As we noted last week, Wilson's angle is to say she doesn't support having the government invest Social Security money in the stock market. But to her that doesn't rule out creating private accounts invested in the stock market because that's not the government.
In other words, Wilson is relying on the sort of tactic that usually doesn't pan out for five-year-olds when they try to use it in household cookie-jar theft investigations.
Here are some earlier examples of Wilson's switch-hitting ways ...
"I support innovative approaches that would allow working people to put at least some of their Social Security payments into personalized pension funds."
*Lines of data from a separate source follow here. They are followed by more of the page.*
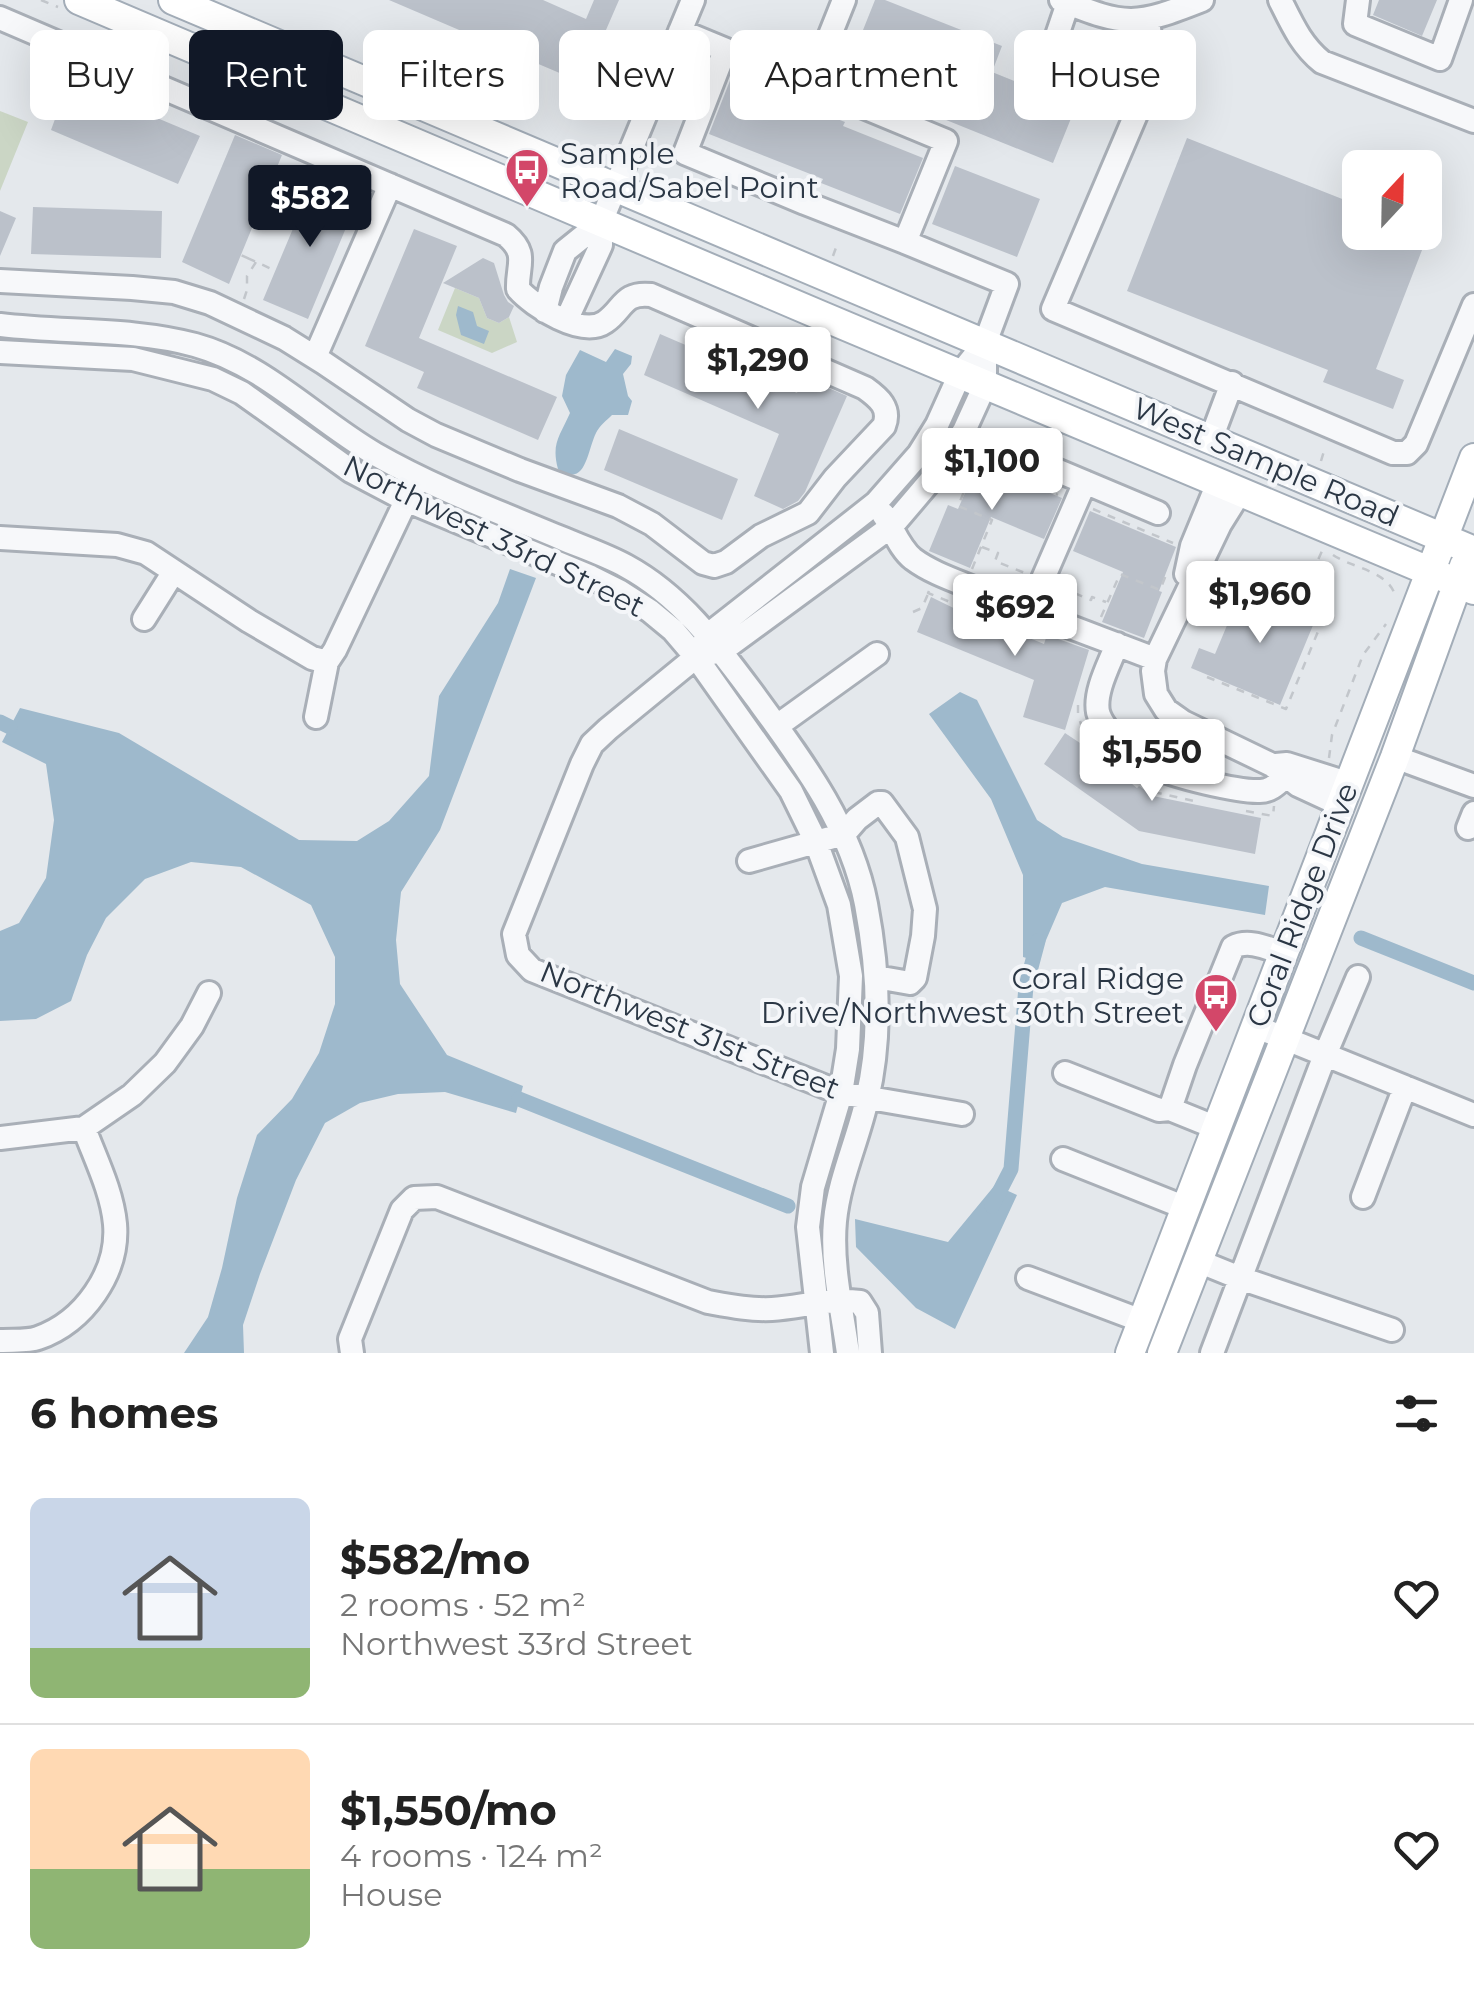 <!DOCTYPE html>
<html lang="en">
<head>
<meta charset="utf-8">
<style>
	:root { --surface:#fff; --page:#f2f2f2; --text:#222; --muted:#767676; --line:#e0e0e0; --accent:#111827 }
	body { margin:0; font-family:Montserrat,sans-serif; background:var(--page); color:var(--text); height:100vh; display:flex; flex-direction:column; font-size:38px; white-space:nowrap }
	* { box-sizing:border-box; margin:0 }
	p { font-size:32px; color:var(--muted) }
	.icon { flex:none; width:55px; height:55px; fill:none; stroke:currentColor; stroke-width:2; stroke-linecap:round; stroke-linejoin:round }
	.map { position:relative; height:1353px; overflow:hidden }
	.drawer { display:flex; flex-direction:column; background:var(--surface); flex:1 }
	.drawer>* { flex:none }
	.guide { position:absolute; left:30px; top:30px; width:1415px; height:90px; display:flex; gap:20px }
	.needle { width:65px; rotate:22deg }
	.controls { position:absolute; left:1342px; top:150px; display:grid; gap:20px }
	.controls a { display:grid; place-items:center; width:100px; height:100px; border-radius:15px; background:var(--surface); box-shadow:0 10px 40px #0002; font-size:50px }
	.price { position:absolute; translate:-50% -85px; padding:0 22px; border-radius:10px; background:#fff; color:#222; font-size:32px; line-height:65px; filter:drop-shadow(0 2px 5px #0008) }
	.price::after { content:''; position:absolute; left:50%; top:60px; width:30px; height:22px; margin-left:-15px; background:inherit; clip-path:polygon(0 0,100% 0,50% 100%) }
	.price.selected { background:var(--accent); color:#fff }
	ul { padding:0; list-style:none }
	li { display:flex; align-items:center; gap:30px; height:250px; padding:0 30px }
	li+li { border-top:2px solid var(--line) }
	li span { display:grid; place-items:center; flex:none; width:280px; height:200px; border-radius:15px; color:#555 }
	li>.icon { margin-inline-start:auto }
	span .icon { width:120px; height:120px; fill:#fffc; stroke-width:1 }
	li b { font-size:42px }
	h2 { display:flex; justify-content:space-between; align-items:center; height:120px; padding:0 30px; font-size:42px }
	.tag { padding:0 35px; border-radius:15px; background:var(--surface); box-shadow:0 10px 40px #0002; font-size:35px; line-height:90px }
	.tag.selected { background:var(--accent); color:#fff }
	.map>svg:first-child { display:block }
	.green { fill:#cbd6c5 }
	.water { fill:#9eb9cc }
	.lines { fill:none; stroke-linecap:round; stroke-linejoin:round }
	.canal { stroke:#9eb9cc; stroke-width:15 }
	.building { fill:#bbc1ca }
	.minor-casing { stroke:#a9afb7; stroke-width:28 }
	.major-casing { stroke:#a3adb8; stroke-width:32 }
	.path { stroke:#c2c6cb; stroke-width:2.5; stroke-dasharray:8 8; stroke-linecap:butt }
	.minor { stroke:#f7f8fa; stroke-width:22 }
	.major { stroke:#fff; stroke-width:28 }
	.labels { text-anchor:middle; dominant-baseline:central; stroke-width:8; stroke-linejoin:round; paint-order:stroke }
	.poi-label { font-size:30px; fill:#2b3745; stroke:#f4f6f9; text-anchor:start }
	.street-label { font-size:30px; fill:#2b3745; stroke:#f4f6f9 }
</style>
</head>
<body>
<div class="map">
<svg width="1474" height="1353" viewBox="0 0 1474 1353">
	<rect width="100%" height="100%" fill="#e4e8ec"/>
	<path class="green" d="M0,111L28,122L0,191Z
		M455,288L479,298L487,318L499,323L509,317L517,342L492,353L438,330Z"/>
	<path class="water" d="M458,306L473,312L477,326L489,331L484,344L461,335L456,315Z
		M615,349L632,356L631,364L623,374L628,396L632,401L628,415H612C607,420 599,426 596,433C587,451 586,489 558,469C551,443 560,436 570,413L562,396L566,375L580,350L606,362Z
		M510,569L536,578L440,830L401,892L396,940L400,984L447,1055L523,1086L516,1113L445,1092L398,1094L360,1103L325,1123L296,1180L260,1274L243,1325L244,1353H184L208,1317L222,1268L237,1198L257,1135L292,1099L319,1053L335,1004V957L311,905L241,867L191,862L145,879L106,918L87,955L71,1001L36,1019L0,1021V931L19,923L46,878L54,820L46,764L2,742L20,708L119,733L299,840L357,841L389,821L429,776L439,696L498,603Z
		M960,692L977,700L1037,820L1063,837L1142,864L1269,886L1265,915L1105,887L1062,903L1037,961L1023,957V875L991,799L929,714Z
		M995,1185L1017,1195L955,1329L916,1308L856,1247L855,1219L948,1242Z"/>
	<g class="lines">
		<path class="canal" d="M0,722L10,727
			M1361,938L1474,983
			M519,1099L788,1206
			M992,1206L1011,1169L1026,986L1038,941"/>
	</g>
	<path class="building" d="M389,0H543L586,19L594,0H619L583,83Z
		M875,0H885L1002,46L992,72L1076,106L1053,163L909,105L923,71L857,45Z
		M1379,0H1437L1422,36L1373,15Z
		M731,78L845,122L843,126L923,158L900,214L821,183L823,179L709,134Z
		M69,81L200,136L178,184L51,130Z
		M235,135L282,155L229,284L182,262Z
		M1187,138L1360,206V232H1429L1376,369L1404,380L1393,409L1323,382L1328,370L1127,291Z
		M955,166L1040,199L1017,257L932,224Z
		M313,181L358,199L308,319L263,300Z
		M33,207L162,211L161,258L31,254Z
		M0,211L16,218L0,256Z
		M414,229L457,246L419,338L557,397L538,440L417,388L424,372L365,346Z
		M483,258L494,263L504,295L508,302L514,306L509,317L499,323L487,318L479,298L443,283Z
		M660,334L797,393L803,377L847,396L805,492L798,501L783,509L754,496L779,434L644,375Z
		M619,429L738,479L722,520L604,470Z
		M978,463L1062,498L1044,539L991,517L970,568L929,551L948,505L958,509Z
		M1090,511L1176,547L1159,591L1162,592L1144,638L1102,622L1123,572L1073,551Z
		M1242,588L1283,604L1285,598L1314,611L1312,616L1316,618L1280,705L1191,668L1199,648L1215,654L1233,611L1238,604Z
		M931,597L974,618L975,616L994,623L993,626L1014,634L1015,632L1044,644L1047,635L1089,650L1065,730L1023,717L1034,680L917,632Z
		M1065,733L1086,747L1084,750L1102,763L1104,761L1137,788L1139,786L1153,796L1261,818L1255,854L1139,831L1044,764Z"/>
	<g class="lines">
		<defs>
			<path id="minor" d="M1061,0C1126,27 1136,26 1202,0
				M1280,0C1292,24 1301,45 1322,62L1474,121
				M1358,0L1355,24L1440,59L1461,0
				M0,18L506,235C529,254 517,265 518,289C533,306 582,338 605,322C624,309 622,292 651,295L865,388C879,398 891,408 884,426L835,478L808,513L761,536L726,562L714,566L703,563L652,524L618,506L520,470L436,435L408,420L324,363L284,338L210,303L174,292L132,288L0,281
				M1148,19L1154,72L1053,309L1393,453H1407L1416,444L1474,305
				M680,31L946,141L905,242L805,203L685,153L725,50
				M1048,62L1068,3
				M810,85L844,0
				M905,242L1007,284L985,343L960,374L937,425L919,454L876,503L708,635L696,657L608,729L592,744L582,764L514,934L518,955L532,970L841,1093L962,1114
				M545,311L551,287L565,251L601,222
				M566,321L601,245V222L693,0
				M0,325C65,333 131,328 195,345C264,364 315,419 375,454C434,488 499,512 561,538C582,547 606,555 626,566C683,597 719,648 757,699C803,762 851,826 866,904C878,967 882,1036 867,1099C858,1140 839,1179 835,1221C831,1264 842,1310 848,1353
				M0,352L133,359L213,379L242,393L351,471L406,500L591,577L619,591L650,611L673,630L696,657L791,791L816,842L839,905L851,976L848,1049L841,1093L813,1187L808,1227L822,1353
				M315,357L390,185
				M1211,439L1232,383
				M999,446L1158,513
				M1240,492L1220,524L1155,659L1153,671L1156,694L1166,710L1183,722L1272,765L1298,785L1339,804
				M883,514C893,528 899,548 913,559C933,574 960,582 983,592C1039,616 1098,637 1155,659
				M0,538L117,545L146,553L249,621L312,658L327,662
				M1186,574L1192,546L1218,483
				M1192,584L1224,599
				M1029,611L1085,482
				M144,619L173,573
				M1117,644C1110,663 1094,691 1098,712C1103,732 1135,757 1153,766C1172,776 1238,792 1260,791C1271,791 1278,783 1286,776
				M708,654L723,650L892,526L937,473L964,431L985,385V343
				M316,717L327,662L335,650L412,488
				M777,726L877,654
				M1395,757L1474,786
				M1276,765L1287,764L1347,783
				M1468,828L1474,813
				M749,861L844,834L857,819L878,803H882L907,837L925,909L923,936L915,978L910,983L876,977
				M1257,1027L1474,1115
				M1065,1073L1159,1110L1170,1109
				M1217,1128L1170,1109L1185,1065L1233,947C1249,939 1267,948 1283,953
				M0,1138L84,1128L132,1095L165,1063L192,1026L209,993
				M1063,1159L1186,1208
				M1363,1197L1405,1087
				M1198,1261L1240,1278L1392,1330
				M1028,1278L1142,1321
				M0,1341C12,1340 27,1342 38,1338C84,1322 119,1272 115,1224C112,1191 95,1158 84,1128
				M352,1353L350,1339L402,1210L414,1198L437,1197L708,1302C730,1306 750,1310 772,1309C802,1307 829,1298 860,1302L867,1313L870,1353
				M1212,1353L1325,1055L1358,977"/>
			<path id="major" d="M79,0L822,316L1474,590
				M173,0L1474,551
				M1130,1353L1474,458
				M1162,1353L1395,757L1464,566"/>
		</defs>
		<use href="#minor" class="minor-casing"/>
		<use href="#major" class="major-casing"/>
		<path class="path" d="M41,0L58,7
			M833,256L838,242
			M244,299L247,290V276L256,262L241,255L276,271
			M1321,461L1324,451
			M1093,509L1173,543
			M982,547L998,553L995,561L1025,573
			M1333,555C1354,569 1391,571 1396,599
			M972,569L992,520L958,506L977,461L1058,495
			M1060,587L1091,600L1092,597L1106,602
			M929,591L928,593L1038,638
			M1299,603L1322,551
			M913,612L922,608L928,594
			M1101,617L1120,574L1160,590L1166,575
			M1207,677L1286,709L1324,617L1323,614L1233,577
			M1078,713V697
			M1080,721L1086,740L1103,754
			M1329,758L1332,735L1363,655L1386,624
			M1141,782L1158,793L1194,801
			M1246,811L1273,816L1274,806"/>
		<use href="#minor" class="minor"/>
		<use href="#major" class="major"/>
	</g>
	<defs>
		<symbol id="bus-pin" viewBox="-11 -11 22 30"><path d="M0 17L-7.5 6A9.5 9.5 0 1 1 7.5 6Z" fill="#d34769" stroke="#f4f6f9"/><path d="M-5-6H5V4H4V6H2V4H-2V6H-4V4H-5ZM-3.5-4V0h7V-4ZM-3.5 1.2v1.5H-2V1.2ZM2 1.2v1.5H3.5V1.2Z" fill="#fff"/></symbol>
	</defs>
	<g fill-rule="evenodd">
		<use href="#bus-pin" x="502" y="145" width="50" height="68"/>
		<use href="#bus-pin" x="1191" y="970" width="50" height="68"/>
	</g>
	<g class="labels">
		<g class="poi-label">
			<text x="560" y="153">Sample<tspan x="560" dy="34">Road/Sabel Point</tspan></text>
			<text x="1184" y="978" text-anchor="end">Coral Ridge<tspan x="1184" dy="34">Drive/Northwest 30th Street</tspan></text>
		</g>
		<g class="street-label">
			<text transform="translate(1266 462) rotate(23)">West Sample Road</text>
			<text transform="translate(494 536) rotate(26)">Northwest 33rd Street</text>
			<text transform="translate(1302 905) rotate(-69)">Coral Ridge Drive</text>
			<text transform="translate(690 1030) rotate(22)">Northwest 31st Street</text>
		</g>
	</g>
</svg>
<div class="controls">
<a><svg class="needle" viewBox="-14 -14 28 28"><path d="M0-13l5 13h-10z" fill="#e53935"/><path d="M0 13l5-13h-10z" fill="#767676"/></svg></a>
</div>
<b class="price selected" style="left:310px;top:250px">$582</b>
<b class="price" style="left:758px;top:412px">$1,290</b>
<b class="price" style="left:992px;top:513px">$1,100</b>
<b class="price" style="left:1260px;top:646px">$1,960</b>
<b class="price" style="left:1015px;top:659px">$692</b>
<b class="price" style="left:1152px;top:804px">$1,550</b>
<div class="guide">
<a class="tag">Buy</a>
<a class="tag selected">Rent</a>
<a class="tag">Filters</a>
<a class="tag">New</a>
<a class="tag">Apartment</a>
<a class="tag">House</a>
</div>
</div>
<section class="drawer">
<h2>6 homes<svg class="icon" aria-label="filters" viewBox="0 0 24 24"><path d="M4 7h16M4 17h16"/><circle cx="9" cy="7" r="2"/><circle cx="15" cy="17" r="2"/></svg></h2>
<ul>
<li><span style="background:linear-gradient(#c9d6e8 75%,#8fb573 0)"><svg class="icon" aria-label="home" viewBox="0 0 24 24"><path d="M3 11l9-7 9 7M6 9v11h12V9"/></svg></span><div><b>$582/mo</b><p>2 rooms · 52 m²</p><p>Northwest 33rd Street</p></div><svg class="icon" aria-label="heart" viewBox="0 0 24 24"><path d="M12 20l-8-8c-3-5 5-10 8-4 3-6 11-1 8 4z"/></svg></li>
<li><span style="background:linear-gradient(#ffd9b3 60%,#8fb573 0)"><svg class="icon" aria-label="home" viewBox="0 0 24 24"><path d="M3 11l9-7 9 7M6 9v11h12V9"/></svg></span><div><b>$1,550/mo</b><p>4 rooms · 124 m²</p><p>House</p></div><svg class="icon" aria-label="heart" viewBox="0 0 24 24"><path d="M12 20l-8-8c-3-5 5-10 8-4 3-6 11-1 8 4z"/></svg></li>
</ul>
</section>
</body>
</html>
"In 1998, Wilson advocated "personalized" retirement accounts that would allow people to determine how some of their Social Security contribution is invested. In 2000, Wilson said she wanted to leave Social Security alone but would consider allowing younger workers to invest in the stock market to increase their benefits. Wilson's camp denies Romero's assertion that she favors privatization. 'The fact is,' Wilson said Saturday, 'that I oppose the government's investment into the stock market and oppose privatization.'"
"In the past, Wilson has supported plans to allow individual workers to create 'personal accounts' within Social Security. She is no longer talking about that idea, although she hasn't ruled it out, either."
"If the federal government invests in the stock market, it will overnight become the largest investor in American business, and I don't think that's right."
"During the campaign Wilson said she did not favor privatizing Social Security. She said Thursday she would not vote to reduce benefits for anyone in or nearing retirement, increase payroll taxes or allow the government to invest in the stock market. Instead, she would look at plans to encourage individual investment accounts."